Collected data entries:

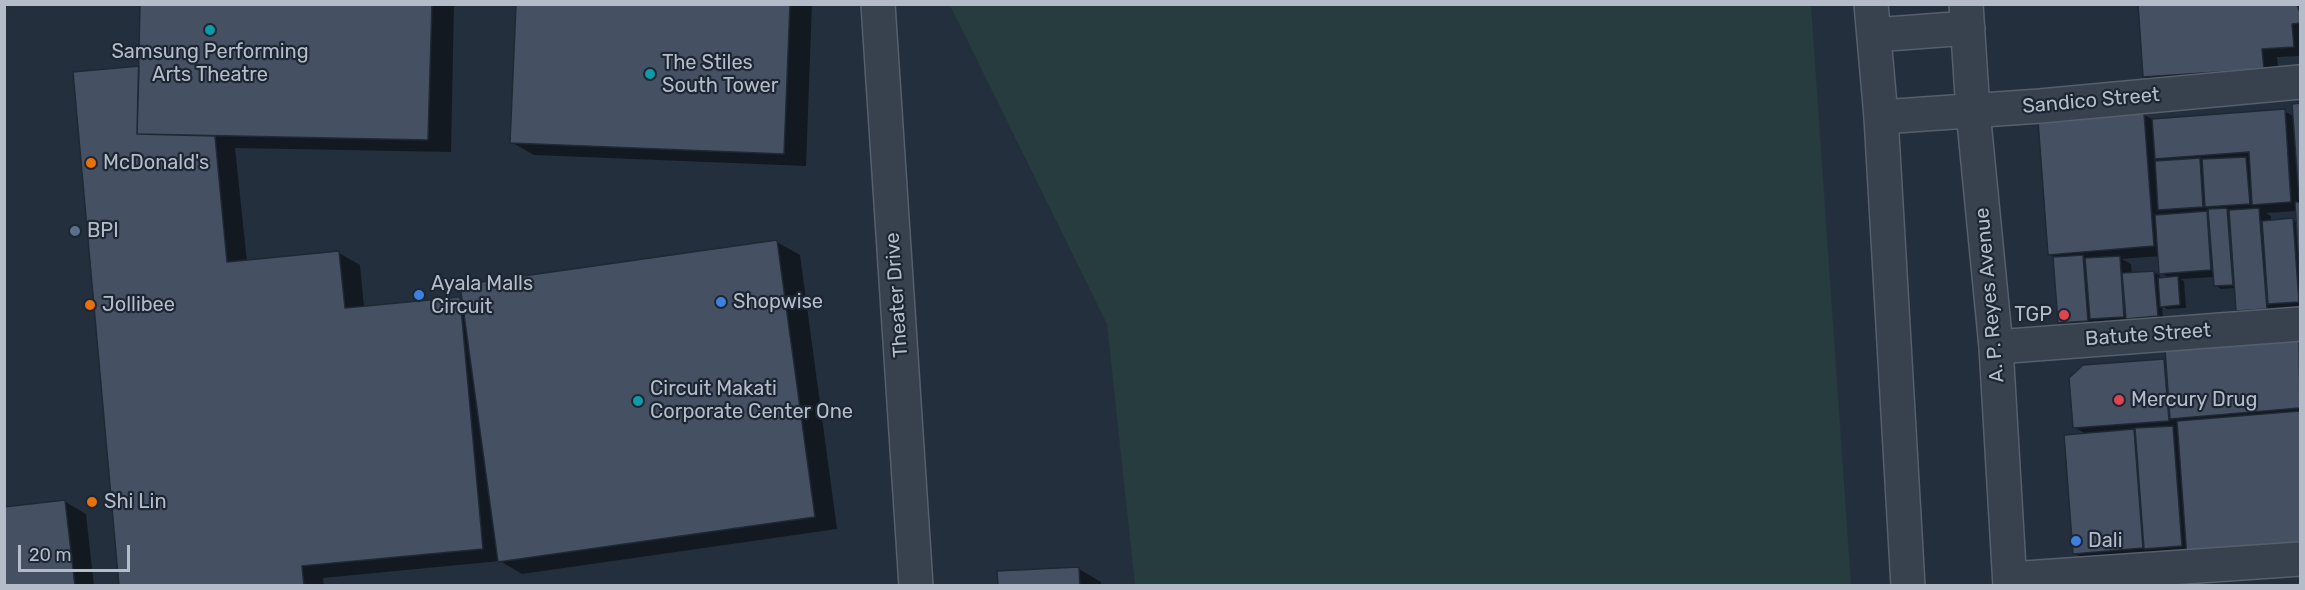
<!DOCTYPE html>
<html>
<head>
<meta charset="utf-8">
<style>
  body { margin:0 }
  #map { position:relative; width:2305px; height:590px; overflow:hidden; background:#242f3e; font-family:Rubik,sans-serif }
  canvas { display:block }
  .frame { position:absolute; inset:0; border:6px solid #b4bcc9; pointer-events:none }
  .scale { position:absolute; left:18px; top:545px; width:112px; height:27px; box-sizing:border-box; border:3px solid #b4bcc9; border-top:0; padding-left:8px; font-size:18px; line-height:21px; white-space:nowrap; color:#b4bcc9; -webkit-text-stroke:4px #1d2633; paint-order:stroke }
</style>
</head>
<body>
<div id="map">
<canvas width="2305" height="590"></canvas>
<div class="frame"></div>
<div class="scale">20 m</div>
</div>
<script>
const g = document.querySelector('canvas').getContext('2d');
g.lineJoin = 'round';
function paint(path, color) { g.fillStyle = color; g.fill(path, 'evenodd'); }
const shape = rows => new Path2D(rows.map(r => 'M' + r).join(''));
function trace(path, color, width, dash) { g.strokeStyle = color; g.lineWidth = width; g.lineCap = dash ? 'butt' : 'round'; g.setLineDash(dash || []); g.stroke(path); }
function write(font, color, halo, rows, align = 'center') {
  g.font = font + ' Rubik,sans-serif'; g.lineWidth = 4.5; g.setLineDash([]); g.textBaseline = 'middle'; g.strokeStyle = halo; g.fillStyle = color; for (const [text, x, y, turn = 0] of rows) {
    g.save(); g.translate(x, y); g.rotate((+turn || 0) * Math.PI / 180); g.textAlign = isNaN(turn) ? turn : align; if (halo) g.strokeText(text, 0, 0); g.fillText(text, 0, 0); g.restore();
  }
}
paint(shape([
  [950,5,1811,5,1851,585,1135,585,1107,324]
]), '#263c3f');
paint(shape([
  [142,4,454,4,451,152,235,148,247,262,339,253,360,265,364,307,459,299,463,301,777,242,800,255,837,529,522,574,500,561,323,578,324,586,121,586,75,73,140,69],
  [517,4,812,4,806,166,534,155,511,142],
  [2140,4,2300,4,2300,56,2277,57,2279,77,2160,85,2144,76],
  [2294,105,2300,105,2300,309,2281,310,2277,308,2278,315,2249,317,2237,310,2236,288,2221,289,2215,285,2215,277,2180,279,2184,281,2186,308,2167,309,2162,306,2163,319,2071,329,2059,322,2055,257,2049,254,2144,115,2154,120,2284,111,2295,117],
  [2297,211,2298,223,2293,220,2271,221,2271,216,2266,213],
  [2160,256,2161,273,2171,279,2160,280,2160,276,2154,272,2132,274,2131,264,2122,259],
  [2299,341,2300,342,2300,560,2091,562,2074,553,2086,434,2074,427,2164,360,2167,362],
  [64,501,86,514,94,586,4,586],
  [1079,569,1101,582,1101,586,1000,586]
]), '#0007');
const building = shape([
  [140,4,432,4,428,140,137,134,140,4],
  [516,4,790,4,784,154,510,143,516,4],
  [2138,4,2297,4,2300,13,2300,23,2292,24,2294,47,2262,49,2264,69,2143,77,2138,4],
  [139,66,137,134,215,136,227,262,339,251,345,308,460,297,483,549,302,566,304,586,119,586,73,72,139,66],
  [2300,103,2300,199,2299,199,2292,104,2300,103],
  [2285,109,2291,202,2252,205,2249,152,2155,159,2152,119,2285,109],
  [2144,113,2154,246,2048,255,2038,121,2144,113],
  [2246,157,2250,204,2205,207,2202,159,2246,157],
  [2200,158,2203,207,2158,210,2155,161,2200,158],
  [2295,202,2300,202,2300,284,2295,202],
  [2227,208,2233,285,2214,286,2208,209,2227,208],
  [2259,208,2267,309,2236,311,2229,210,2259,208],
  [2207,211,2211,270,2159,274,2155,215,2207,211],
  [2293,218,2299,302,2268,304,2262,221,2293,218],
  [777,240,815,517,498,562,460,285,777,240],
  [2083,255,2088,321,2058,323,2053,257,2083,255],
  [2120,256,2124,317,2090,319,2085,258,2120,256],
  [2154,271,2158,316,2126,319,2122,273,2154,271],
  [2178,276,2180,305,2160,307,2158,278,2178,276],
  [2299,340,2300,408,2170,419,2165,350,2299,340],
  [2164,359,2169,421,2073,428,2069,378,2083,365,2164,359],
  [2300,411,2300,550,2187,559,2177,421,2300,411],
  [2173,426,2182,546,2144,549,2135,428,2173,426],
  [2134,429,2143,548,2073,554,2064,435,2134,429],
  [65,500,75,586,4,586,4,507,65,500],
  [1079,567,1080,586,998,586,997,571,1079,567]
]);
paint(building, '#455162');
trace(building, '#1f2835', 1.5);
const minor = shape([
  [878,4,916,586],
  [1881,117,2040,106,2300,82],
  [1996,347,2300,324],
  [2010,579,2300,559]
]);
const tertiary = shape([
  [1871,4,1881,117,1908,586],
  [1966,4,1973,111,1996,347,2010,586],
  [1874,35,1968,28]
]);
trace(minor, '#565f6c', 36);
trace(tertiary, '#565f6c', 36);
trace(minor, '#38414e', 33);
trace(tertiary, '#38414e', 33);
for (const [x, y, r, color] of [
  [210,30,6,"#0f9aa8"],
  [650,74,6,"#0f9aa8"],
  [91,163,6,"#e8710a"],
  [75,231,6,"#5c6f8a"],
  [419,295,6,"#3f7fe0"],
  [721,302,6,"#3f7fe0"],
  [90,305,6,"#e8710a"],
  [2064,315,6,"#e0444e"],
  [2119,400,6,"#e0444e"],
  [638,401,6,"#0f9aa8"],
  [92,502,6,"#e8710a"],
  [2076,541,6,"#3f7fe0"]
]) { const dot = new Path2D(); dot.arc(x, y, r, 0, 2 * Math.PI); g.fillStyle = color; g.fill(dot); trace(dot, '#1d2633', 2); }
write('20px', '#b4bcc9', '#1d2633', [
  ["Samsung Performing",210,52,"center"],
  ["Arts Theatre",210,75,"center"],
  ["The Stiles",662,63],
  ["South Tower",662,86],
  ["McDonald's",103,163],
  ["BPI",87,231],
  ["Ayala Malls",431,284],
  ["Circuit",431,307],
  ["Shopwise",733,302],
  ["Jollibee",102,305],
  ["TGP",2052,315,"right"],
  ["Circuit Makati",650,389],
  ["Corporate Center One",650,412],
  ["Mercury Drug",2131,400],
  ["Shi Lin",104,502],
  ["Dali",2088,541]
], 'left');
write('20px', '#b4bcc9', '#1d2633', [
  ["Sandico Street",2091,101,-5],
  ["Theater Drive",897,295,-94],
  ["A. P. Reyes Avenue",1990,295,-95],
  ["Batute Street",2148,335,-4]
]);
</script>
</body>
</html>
* * *
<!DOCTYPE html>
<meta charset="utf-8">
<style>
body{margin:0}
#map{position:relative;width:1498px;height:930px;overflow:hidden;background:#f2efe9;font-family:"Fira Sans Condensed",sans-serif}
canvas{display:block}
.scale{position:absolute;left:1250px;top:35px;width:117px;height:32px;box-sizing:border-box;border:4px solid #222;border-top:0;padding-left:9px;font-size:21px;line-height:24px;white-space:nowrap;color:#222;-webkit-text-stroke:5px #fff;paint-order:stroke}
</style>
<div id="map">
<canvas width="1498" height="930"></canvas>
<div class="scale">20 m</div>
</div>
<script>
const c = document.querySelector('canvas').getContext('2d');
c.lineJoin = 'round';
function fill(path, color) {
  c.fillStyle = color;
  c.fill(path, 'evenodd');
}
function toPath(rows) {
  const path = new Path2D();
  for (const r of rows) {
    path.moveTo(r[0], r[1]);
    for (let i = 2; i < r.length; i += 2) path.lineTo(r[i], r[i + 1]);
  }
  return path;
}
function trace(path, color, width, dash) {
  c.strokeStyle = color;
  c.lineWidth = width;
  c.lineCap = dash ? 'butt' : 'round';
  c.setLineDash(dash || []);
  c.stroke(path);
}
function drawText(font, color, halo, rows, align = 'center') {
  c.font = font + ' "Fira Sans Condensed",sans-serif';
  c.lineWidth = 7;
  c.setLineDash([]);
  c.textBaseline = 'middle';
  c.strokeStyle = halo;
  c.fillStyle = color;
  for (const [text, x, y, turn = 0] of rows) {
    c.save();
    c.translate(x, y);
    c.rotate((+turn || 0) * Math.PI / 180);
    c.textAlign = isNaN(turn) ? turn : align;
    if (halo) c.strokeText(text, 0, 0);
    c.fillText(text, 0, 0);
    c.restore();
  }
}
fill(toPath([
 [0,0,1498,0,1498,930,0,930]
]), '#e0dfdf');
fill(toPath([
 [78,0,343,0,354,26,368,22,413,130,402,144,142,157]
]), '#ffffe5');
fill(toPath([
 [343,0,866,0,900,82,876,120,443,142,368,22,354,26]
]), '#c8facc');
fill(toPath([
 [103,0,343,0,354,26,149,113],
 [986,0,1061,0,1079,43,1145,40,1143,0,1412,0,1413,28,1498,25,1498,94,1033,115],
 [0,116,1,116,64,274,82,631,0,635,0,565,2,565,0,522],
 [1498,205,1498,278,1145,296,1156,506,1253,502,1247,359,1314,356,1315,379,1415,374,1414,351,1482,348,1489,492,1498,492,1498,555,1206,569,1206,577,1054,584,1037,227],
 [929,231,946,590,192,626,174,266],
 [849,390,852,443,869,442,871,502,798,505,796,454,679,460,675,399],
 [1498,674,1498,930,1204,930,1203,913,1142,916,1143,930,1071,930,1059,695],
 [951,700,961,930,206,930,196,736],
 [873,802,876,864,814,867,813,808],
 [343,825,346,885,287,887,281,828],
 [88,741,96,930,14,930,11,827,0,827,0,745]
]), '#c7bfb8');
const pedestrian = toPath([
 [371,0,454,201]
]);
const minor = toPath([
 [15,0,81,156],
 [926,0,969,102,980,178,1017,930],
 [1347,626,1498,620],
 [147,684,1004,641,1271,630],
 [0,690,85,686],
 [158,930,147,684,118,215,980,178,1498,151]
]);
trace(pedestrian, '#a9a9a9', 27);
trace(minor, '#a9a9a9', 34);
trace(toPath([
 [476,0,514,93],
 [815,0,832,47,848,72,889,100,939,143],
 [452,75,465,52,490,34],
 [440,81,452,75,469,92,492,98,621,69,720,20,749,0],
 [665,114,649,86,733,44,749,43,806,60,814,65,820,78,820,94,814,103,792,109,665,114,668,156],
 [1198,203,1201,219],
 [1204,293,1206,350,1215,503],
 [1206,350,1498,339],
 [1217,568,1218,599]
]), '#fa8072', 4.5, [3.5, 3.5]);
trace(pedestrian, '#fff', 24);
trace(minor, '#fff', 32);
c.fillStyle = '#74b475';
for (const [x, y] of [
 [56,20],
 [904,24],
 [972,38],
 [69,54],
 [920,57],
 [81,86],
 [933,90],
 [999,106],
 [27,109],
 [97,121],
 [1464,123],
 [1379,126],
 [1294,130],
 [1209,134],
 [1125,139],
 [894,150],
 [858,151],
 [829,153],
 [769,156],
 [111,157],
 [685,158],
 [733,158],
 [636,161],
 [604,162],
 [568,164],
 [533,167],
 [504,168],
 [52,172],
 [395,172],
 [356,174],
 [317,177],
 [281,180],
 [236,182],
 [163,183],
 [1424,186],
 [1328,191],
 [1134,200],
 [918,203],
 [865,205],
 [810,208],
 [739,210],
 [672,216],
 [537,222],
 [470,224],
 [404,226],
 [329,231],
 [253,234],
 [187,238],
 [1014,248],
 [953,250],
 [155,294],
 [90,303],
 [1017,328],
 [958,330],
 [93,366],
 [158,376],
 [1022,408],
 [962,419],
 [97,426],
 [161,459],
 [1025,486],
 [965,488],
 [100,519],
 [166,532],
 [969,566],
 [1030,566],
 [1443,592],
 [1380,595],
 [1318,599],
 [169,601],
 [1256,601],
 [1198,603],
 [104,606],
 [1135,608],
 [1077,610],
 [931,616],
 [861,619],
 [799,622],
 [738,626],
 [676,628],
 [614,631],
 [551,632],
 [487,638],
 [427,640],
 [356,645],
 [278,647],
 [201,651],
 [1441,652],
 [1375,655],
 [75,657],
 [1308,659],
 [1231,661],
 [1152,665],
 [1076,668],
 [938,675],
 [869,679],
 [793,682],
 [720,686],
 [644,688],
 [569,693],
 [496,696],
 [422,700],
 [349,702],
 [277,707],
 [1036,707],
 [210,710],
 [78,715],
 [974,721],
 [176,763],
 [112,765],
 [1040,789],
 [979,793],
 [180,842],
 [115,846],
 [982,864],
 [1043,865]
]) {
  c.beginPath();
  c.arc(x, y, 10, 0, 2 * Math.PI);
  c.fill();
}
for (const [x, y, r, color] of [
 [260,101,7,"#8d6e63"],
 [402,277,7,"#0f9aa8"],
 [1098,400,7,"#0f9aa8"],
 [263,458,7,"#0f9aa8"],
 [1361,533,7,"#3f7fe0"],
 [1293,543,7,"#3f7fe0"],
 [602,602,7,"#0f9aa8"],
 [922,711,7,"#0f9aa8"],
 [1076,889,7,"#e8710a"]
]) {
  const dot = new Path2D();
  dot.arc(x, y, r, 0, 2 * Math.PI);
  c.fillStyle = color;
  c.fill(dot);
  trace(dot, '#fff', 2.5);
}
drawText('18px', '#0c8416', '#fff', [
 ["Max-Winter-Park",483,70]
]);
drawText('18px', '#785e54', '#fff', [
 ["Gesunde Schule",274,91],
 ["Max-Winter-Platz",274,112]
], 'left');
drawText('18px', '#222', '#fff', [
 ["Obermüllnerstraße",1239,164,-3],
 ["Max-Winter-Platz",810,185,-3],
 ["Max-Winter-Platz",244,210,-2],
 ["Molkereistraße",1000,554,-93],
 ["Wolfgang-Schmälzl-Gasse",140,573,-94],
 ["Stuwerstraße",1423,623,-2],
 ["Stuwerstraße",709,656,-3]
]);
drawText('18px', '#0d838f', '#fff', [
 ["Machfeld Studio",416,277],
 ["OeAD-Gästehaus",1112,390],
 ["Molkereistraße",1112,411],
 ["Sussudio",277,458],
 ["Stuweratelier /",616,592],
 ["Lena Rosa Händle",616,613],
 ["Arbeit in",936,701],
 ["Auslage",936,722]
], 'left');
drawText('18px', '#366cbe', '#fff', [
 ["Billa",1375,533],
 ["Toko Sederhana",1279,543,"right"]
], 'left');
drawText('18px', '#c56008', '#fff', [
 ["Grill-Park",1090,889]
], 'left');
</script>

__Action item__: Given the records above, reproduce precisely and only the lines between the line holding "c.lineCap = dash ? 'butt' : 'round';" and the line holding "[158,930,147,684,118,215,980,178,1498,151]", inclusive.

__Written answer__:
  c.lineCap = dash ? 'butt' : 'round';
  c.setLineDash(dash || []);
  c.stroke(path);
}
function drawText(font, color, halo, rows, align = 'center') {
  c.font = font + ' "Fira Sans Condensed",sans-serif';
  c.lineWidth = 7;
  c.setLineDash([]);
  c.textBaseline = 'middle';
  c.strokeStyle = halo;
  c.fillStyle = color;
  for (const [text, x, y, turn = 0] of rows) {
    c.save();
    c.translate(x, y);
    c.rotate((+turn || 0) * Math.PI / 180);
    c.textAlign = isNaN(turn) ? turn : align;
    if (halo) c.strokeText(text, 0, 0);
    c.fillText(text, 0, 0);
    c.restore();
  }
}
fill(toPath([
 [0,0,1498,0,1498,930,0,930]
]), '#e0dfdf');
fill(toPath([
 [78,0,343,0,354,26,368,22,413,130,402,144,142,157]
]), '#ffffe5');
fill(toPath([
 [343,0,866,0,900,82,876,120,443,142,368,22,354,26]
]), '#c8facc');
fill(toPath([
 [103,0,343,0,354,26,149,113],
 [986,0,1061,0,1079,43,1145,40,1143,0,1412,0,1413,28,1498,25,1498,94,1033,115],
 [0,116,1,116,64,274,82,631,0,635,0,565,2,565,0,522],
 [1498,205,1498,278,1145,296,1156,506,1253,502,1247,359,1314,356,1315,379,1415,374,1414,351,1482,348,1489,492,1498,492,1498,555,1206,569,1206,577,1054,584,1037,227],
 [929,231,946,590,192,626,174,266],
 [849,390,852,443,869,442,871,502,798,505,796,454,679,460,675,399],
 [1498,674,1498,930,1204,930,1203,913,1142,916,1143,930,1071,930,1059,695],
 [951,700,961,930,206,930,196,736],
 [873,802,876,864,814,867,813,808],
 [343,825,346,885,287,887,281,828],
 [88,741,96,930,14,930,11,827,0,827,0,745]
]), '#c7bfb8');
const pedestrian = toPath([
 [371,0,454,201]
]);
const minor = toPath([
 [15,0,81,156],
 [926,0,969,102,980,178,1017,930],
 [1347,626,1498,620],
 [147,684,1004,641,1271,630],
 [0,690,85,686],
 [158,930,147,684,118,215,980,178,1498,151]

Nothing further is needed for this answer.